====== Dataset entries
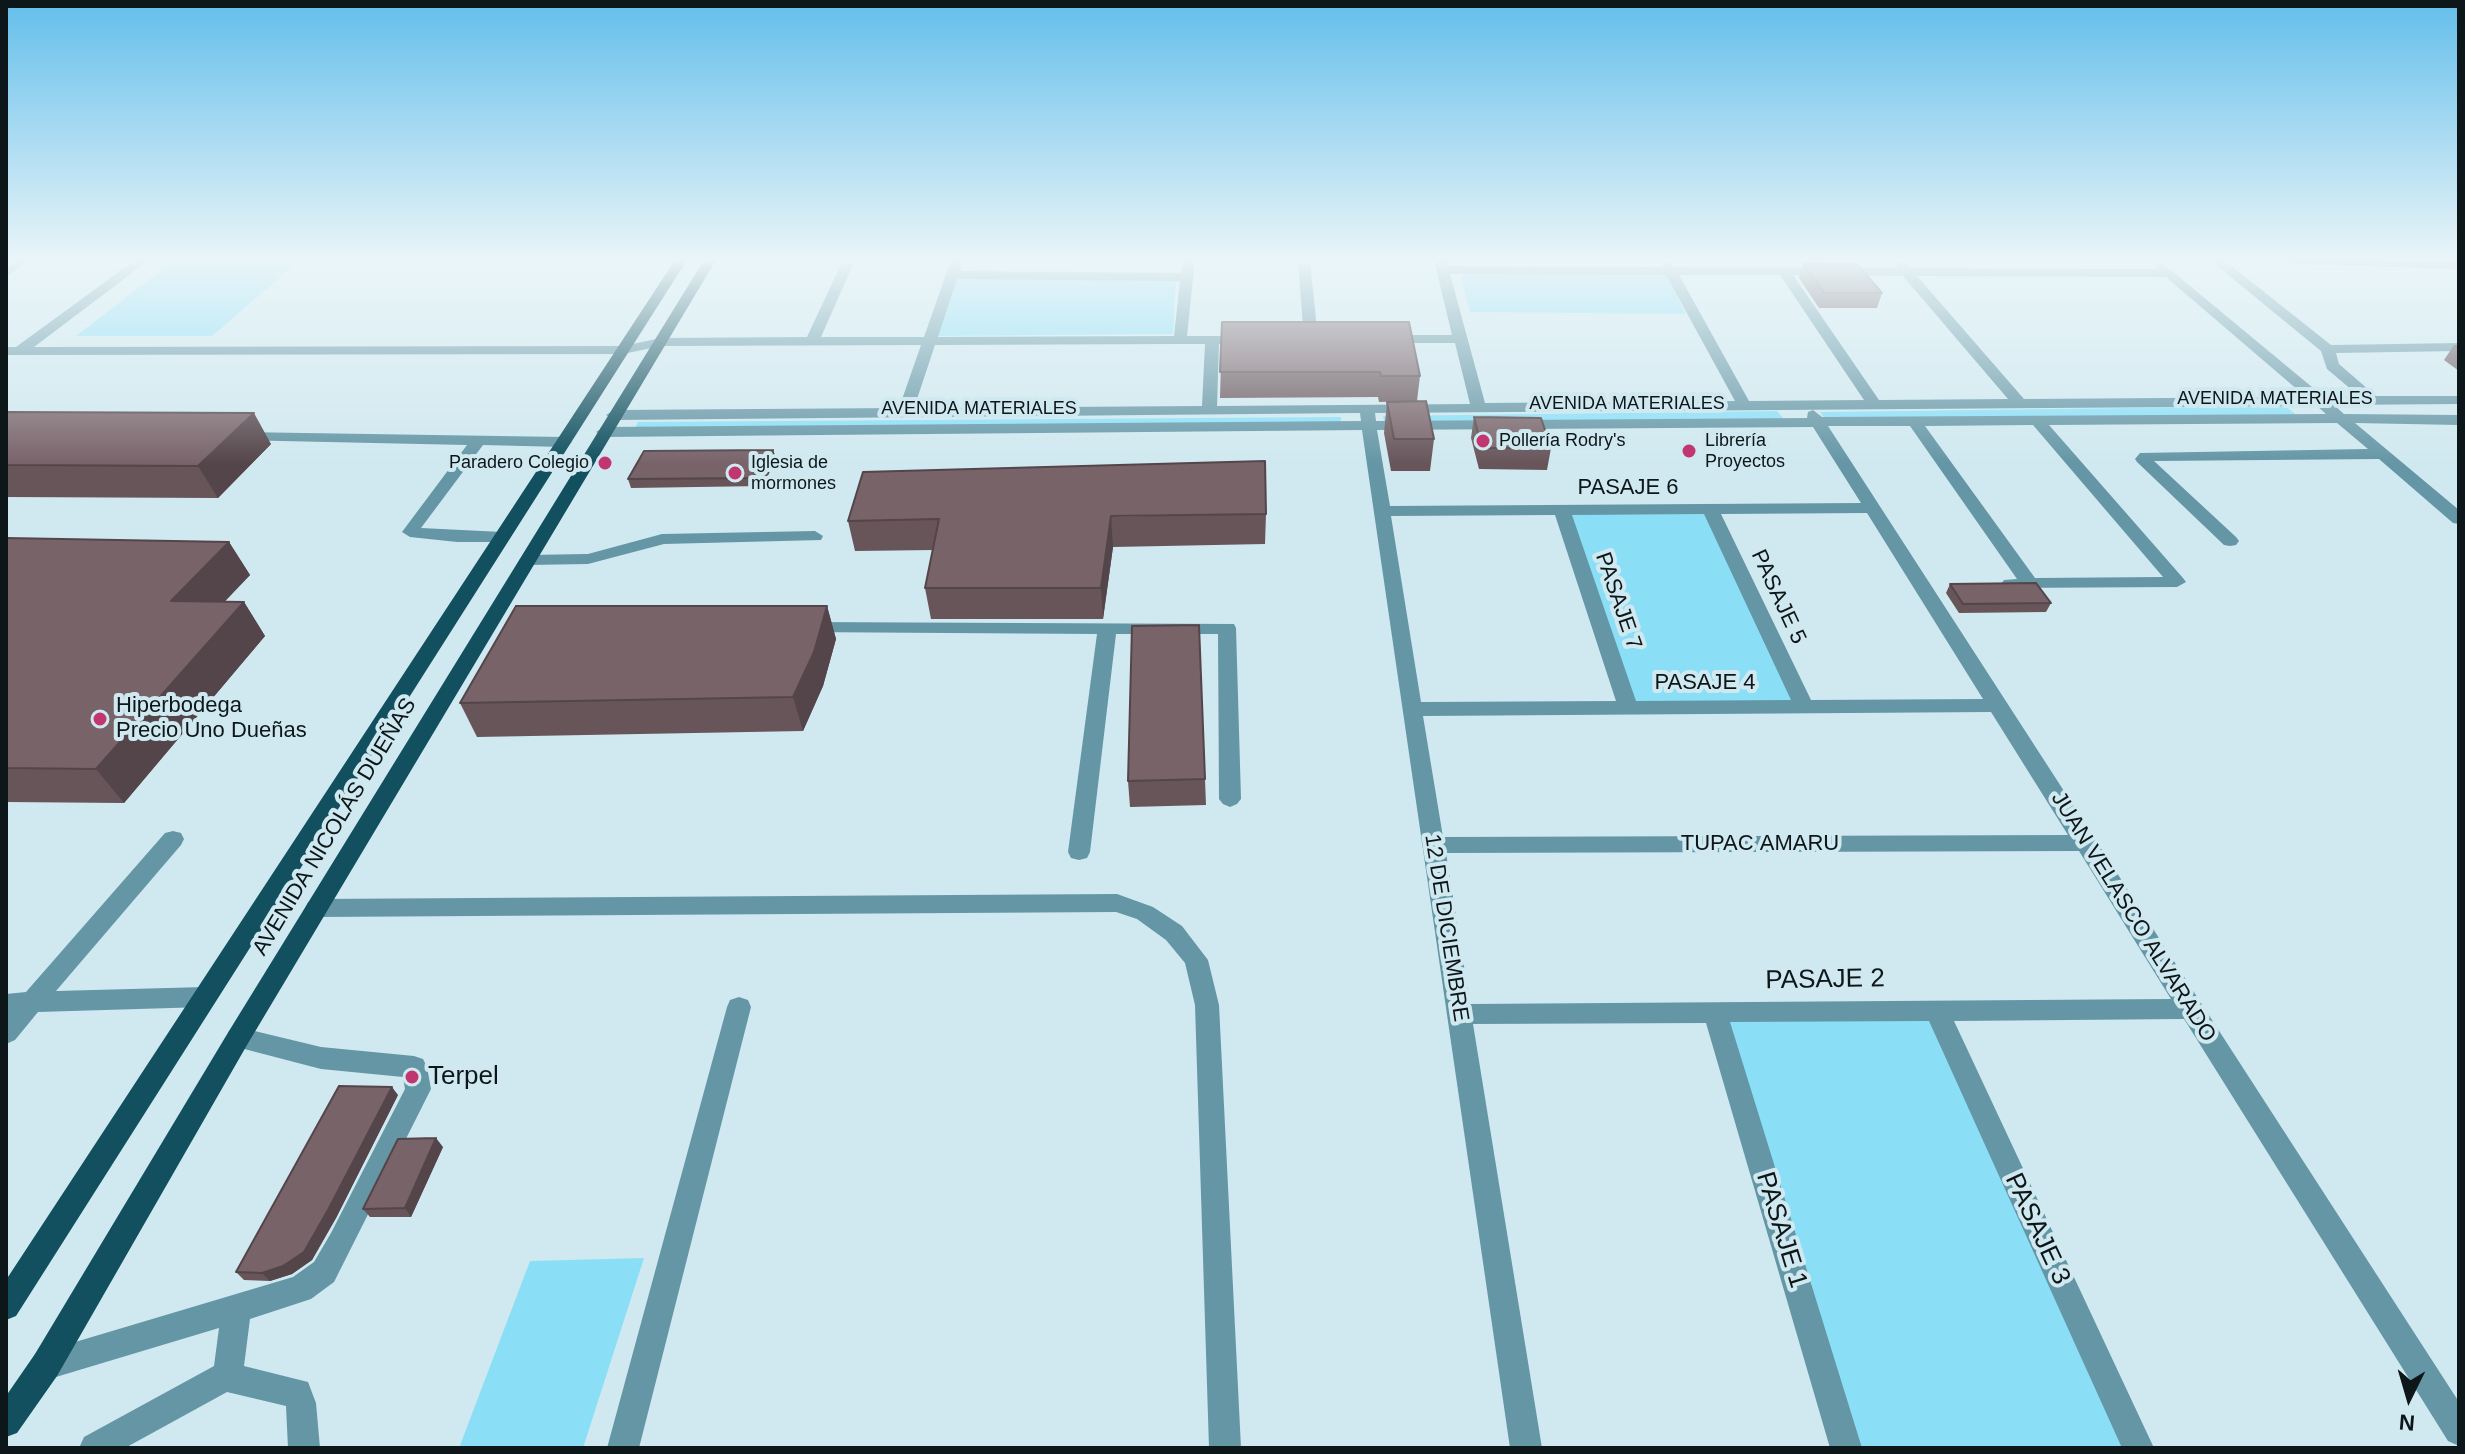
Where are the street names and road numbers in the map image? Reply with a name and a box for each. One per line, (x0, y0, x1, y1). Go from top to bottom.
street label: AVENIDA MATERIALES (2177, 388, 2373, 410)
street label: AVENIDA MATERIALES (1529, 393, 1725, 415)
street label: AVENIDA MATERIALES (881, 398, 1077, 420)
street label: PASAJE 6 (1577, 475, 1679, 501)
street label: PASAJE 5 (1745, 546, 1811, 648)
street label: PASAJE 7 (1589, 549, 1647, 653)
street label: PASAJE 4 (1654, 670, 1756, 696)
street label: AVENIDA NICOLÁS DUEÑAS (248, 694, 422, 960)
street label: JUAN VELASCO ALVARADO (2045, 787, 2221, 1047)
street label: TUPAC AMARU (1681, 831, 1839, 857)
street label: 12 DE DICIEMBRE (1418, 832, 1474, 1024)
street label: PASAJE 2 (1765, 963, 1885, 997)
street label: PASAJE 1 (1749, 1168, 1813, 1292)
street label: PASAJE 3 (1998, 1168, 2076, 1290)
============
** About this task **
Copy each entry exactly, with no pictures.

** Answer to the exercise **
Where are the street names and road numbers in the map image? Reply with a name and a box for each. One per line, (x0, y0, x1, y1). Go from top to bottom.
street label: AVENIDA MATERIALES (2177, 388, 2373, 410)
street label: AVENIDA MATERIALES (1529, 393, 1725, 415)
street label: AVENIDA MATERIALES (881, 398, 1077, 420)
street label: PASAJE 6 (1577, 475, 1679, 501)
street label: PASAJE 5 (1745, 546, 1811, 648)
street label: PASAJE 7 (1589, 549, 1647, 653)
street label: PASAJE 4 (1654, 670, 1756, 696)
street label: AVENIDA NICOLÁS DUEÑAS (248, 694, 422, 960)
street label: JUAN VELASCO ALVARADO (2045, 787, 2221, 1047)
street label: TUPAC AMARU (1681, 831, 1839, 857)
street label: 12 DE DICIEMBRE (1418, 832, 1474, 1024)
street label: PASAJE 2 (1765, 963, 1885, 997)
street label: PASAJE 1 (1749, 1168, 1813, 1292)
street label: PASAJE 3 (1998, 1168, 2076, 1290)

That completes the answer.